Most recently, Dad taught me his family history. I treasure the stories of aunts, uncles, and grandparents back several generations and how they came to this country and made the most of its opportunities. There were no handouts or government giveaways then; people brought whatever they could carry with them and made lives for themselves and their families from the available resources.
They hunted to put food on the table, not trophies on a wall. They worked from the first light of dawn to the last glimmer of sunset performing all the chores required for survival, including making their own clothes and growing enough food to have a crop left over to sell. Some worked in factories and some in construction. But everyone worked hard.
This history, I believe, is Dad's greatest gift of learning. The stories aren't written down anywhere and once his generation is gone, most of the stories will vanish with them.

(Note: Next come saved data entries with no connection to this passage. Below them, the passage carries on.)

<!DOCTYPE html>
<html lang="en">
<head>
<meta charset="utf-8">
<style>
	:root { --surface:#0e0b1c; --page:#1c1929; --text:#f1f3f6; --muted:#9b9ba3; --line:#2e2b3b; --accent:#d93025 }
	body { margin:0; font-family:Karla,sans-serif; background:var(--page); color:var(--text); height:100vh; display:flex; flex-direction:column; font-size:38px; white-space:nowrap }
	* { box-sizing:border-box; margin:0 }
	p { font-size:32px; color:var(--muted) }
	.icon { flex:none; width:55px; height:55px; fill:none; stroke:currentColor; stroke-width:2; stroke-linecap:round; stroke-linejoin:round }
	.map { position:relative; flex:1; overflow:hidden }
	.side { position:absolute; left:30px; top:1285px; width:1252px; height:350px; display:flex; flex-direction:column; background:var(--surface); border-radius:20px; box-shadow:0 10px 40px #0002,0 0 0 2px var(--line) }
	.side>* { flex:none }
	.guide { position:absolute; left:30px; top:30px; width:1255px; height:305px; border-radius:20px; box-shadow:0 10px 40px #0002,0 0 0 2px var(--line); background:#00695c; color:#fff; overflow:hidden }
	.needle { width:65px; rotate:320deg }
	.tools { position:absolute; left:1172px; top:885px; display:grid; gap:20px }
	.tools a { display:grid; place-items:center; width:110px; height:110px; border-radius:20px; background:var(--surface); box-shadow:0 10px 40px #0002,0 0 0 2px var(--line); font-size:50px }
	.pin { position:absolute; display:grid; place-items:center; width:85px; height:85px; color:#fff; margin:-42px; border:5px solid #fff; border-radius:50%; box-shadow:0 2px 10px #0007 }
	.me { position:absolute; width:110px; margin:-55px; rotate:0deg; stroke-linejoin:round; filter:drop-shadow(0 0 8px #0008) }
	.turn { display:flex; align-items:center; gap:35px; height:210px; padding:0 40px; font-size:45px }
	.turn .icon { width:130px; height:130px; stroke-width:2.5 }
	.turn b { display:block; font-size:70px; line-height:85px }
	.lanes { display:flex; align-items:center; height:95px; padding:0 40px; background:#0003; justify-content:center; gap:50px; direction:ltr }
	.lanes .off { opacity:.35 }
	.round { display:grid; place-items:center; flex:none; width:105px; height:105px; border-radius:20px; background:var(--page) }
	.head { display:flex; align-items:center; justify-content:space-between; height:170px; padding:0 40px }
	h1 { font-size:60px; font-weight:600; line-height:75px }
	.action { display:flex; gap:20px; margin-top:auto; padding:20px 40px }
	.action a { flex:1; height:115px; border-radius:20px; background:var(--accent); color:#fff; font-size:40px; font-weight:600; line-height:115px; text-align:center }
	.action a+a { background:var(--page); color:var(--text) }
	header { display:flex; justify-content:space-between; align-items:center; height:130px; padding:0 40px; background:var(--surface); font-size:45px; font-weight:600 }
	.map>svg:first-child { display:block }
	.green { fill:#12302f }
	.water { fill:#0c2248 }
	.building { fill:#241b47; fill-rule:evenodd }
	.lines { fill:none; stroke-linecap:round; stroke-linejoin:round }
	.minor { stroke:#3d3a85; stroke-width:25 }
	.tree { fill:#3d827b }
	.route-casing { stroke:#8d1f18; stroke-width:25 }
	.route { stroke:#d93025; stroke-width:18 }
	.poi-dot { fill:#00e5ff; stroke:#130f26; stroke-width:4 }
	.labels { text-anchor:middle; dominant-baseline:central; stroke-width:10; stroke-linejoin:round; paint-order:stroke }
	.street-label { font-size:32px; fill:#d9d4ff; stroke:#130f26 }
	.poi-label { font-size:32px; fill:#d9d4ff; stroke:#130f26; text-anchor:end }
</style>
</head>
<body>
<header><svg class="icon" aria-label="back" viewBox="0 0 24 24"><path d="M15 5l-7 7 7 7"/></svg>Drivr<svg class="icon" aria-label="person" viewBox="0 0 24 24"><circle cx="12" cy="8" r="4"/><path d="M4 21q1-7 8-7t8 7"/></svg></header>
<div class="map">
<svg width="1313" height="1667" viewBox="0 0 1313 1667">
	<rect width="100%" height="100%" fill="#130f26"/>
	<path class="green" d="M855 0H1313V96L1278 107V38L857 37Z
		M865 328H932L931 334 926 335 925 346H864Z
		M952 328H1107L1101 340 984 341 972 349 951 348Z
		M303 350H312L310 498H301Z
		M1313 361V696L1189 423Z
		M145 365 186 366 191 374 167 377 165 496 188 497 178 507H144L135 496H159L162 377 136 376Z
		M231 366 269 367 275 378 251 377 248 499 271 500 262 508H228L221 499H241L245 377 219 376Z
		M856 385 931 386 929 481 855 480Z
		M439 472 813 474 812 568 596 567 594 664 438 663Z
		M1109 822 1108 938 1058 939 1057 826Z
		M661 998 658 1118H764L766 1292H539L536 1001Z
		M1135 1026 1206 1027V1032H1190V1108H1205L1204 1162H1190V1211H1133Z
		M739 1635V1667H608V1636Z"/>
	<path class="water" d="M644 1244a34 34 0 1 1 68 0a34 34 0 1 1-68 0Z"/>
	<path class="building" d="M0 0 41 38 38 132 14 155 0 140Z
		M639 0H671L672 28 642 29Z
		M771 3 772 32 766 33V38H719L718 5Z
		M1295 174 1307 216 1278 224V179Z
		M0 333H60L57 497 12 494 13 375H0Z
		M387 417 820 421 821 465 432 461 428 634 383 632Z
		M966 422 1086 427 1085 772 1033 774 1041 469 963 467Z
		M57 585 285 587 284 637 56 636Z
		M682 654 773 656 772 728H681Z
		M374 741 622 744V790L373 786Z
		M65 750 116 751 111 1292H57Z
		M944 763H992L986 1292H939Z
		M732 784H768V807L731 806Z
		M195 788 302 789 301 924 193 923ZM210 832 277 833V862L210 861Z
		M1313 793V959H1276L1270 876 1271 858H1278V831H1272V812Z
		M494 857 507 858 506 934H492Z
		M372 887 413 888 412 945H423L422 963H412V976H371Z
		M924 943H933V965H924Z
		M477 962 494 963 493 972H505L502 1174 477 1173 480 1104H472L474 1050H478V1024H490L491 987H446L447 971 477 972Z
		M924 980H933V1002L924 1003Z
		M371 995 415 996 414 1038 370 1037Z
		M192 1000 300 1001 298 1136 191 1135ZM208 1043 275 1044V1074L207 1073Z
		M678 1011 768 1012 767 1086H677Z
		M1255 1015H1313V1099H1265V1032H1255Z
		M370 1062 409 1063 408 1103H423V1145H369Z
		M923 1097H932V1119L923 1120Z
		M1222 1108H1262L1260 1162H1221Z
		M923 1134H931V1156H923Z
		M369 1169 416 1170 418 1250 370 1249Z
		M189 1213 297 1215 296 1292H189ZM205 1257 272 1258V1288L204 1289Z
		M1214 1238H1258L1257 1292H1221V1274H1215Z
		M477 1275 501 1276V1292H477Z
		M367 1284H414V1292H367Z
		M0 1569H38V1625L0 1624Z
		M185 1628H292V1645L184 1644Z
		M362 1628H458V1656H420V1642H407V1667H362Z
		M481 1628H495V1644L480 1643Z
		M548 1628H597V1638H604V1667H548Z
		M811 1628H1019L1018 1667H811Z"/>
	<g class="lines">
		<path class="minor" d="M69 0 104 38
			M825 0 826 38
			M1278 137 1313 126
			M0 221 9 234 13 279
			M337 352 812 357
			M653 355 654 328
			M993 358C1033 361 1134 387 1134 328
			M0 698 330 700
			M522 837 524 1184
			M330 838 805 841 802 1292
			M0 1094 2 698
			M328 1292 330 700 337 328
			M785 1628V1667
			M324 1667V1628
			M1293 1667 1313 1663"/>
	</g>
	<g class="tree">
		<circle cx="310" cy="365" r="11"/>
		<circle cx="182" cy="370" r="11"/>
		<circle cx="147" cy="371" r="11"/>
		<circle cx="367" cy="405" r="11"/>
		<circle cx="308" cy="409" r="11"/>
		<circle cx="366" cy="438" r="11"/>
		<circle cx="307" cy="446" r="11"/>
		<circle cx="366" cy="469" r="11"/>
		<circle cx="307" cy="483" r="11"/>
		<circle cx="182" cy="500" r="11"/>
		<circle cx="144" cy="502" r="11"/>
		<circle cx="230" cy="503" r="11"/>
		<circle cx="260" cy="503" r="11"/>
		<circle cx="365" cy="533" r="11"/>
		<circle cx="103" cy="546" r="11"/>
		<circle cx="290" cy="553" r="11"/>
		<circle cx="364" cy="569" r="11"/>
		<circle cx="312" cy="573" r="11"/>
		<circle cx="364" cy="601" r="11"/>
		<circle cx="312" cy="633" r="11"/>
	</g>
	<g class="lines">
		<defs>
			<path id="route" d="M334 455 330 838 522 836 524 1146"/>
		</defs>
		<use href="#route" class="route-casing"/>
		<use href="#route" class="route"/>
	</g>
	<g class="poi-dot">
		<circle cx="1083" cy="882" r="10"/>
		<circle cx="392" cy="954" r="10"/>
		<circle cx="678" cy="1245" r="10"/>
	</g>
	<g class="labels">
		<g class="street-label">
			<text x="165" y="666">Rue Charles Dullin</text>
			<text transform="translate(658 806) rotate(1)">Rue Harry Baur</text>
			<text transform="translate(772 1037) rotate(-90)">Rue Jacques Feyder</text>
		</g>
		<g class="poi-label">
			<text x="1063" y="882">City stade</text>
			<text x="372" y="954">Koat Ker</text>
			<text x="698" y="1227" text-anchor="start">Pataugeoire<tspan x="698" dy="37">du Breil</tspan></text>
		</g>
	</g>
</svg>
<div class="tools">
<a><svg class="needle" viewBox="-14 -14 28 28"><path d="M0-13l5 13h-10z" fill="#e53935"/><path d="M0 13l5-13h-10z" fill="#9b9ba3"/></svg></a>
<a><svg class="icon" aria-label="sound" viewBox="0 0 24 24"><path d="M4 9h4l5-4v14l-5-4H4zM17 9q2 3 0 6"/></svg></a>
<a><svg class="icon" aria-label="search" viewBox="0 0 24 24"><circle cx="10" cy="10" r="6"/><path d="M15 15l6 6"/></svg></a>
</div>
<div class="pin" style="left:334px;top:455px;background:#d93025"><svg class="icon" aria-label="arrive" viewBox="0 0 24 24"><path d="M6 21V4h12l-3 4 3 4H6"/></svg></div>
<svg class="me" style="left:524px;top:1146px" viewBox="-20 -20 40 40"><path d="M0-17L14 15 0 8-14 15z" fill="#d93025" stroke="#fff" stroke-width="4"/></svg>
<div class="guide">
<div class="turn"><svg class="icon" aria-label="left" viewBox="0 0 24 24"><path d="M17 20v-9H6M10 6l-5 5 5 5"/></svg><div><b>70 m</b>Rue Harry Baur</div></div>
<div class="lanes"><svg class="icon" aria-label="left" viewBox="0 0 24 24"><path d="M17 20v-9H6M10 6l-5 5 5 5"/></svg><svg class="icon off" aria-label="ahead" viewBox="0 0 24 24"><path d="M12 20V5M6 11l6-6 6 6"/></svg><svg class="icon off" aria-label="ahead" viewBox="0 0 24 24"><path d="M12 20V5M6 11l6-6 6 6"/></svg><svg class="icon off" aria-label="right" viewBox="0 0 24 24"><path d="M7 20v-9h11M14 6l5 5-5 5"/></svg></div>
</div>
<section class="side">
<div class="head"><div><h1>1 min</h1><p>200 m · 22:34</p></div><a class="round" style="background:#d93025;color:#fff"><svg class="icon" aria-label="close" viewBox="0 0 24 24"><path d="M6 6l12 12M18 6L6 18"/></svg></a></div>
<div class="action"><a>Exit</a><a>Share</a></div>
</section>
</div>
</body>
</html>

Only the tiniest fraction of the lives of ordinary people is ever recorded for posterity; excess weight is given to those with the greatest wealth and influence--a common fault in all of mankind's historical record.
Since I've become a full-time writer I've become fascinated with the lives of our ancestors--not the great tides and cultures of history but the everyday lives of those who typically go unnoticed: craftsmen, teachers, tinkerers, farmers, soldiers, grocers, and others whose little lives are often overlooked in the grand scheme of time. My people. Our people. I won't let those stories die.
I'm grateful for my father-in-law: for his long life that has allowed to me learn so much from him, for his clear memory and gift for teaching that has equipped him to pass on what he has seen and done over the last 100 years, and most of all for his patience and forbearance from shaming or embarrassing me due to my lack of knowledge. That is a gift that is in far too short supply today.